Since Obama’s announcement, Senate Republicans have remained set on not accepting the nomination, with the mysterious “Biden rule” as ammo.
Referencing a hypothetical Supreme Court vacancy six months before a presidential election, Biden in 1992 warned that a hearing amid a contentious presidential election season would be “not fair to the president, to the nominee, or to the Senate itself” and recommended not holding hearings.
But later in the speech — and the core of Biden’s defense against what GOP lawmakers have named the Biden rule — the then-chairman said consideration of a nomination should go forward if the president consults with the Senate and chooses a moderate nominee.
Biden shook off the notion, telling Georgetown University Law students Thursday that such a “rule” doesn’t exist.

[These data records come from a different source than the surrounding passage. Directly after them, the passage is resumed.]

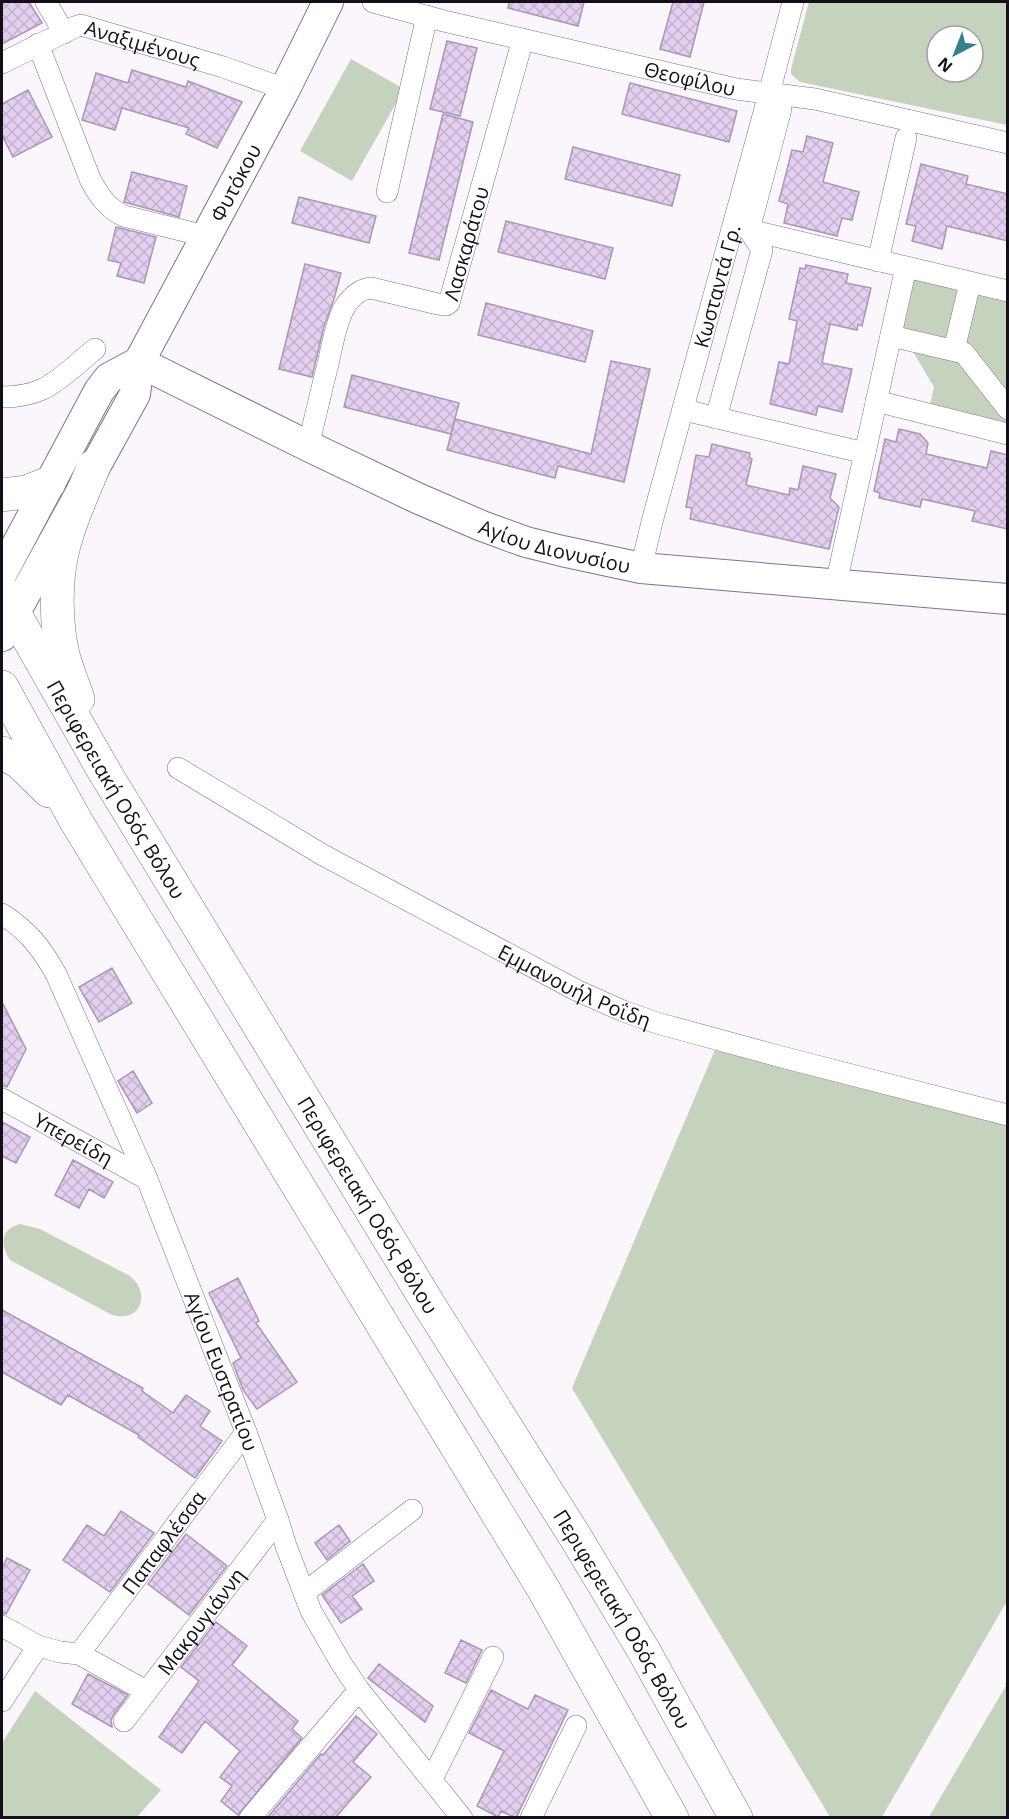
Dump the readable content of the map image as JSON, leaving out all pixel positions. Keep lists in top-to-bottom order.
{
  "streets": {
    "main road": ["Φυτόκου", "Αγίου Διονυσίου", "Περιφερειακή Οδός Βόλου"],
    "street": [
      "Αναξιμένους",
      "Θεοφίλου",
      "Λασκαράτου",
      "Κωσταντά Γρ.",
      "Εμμανουήλ Ροΐδη",
      "Υπερείδη",
      "Αγίου Ευστρατίου",
      "Παπαφλέσσα",
      "Μακρυγιάννη"
    ]
  },
  "crossings": [
    ["Αναξιμένους", "Φυτόκου"],
    ["Θεοφίλου", "Λασκαράτου"],
    ["Θεοφίλου", "Κωσταντά Γρ."],
    ["Φυτόκου", "Αγίου Διονυσίου"],
    ["Φυτόκου", "Περιφερειακή Οδός Βόλου"],
    ["Λασκαράτου", "Αγίου Διονυσίου"],
    ["Κωσταντά Γρ.", "Αγίου Διονυσίου"],
    ["Υπερείδη", "Αγίου Ευστρατίου"],
    ["Αγίου Ευστρατίου", "Παπαφλέσσα"],
    ["Αγίου Ευστρατίου", "Μακρυγιάννη"]
  ],
  "north": "bottom left"
}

“Obstructionism is dangerous and it is self-indulgent,” he said. “Unless we can find common ground, how can the system designed by our founders function? ……Not some of the time, not most of the time. Every single, solitary time,” he said of holding hearings for nominations. “So now I hear all this talk about the Biden rule. It’s ridiculous, it doesn’t exist. The only rule I ever followed was the Constitution’s fair rule of advice and consent.”
Most Democrats (80 percent) back Garland, while 45 percent of the overall public have a positive outlook about his nomination.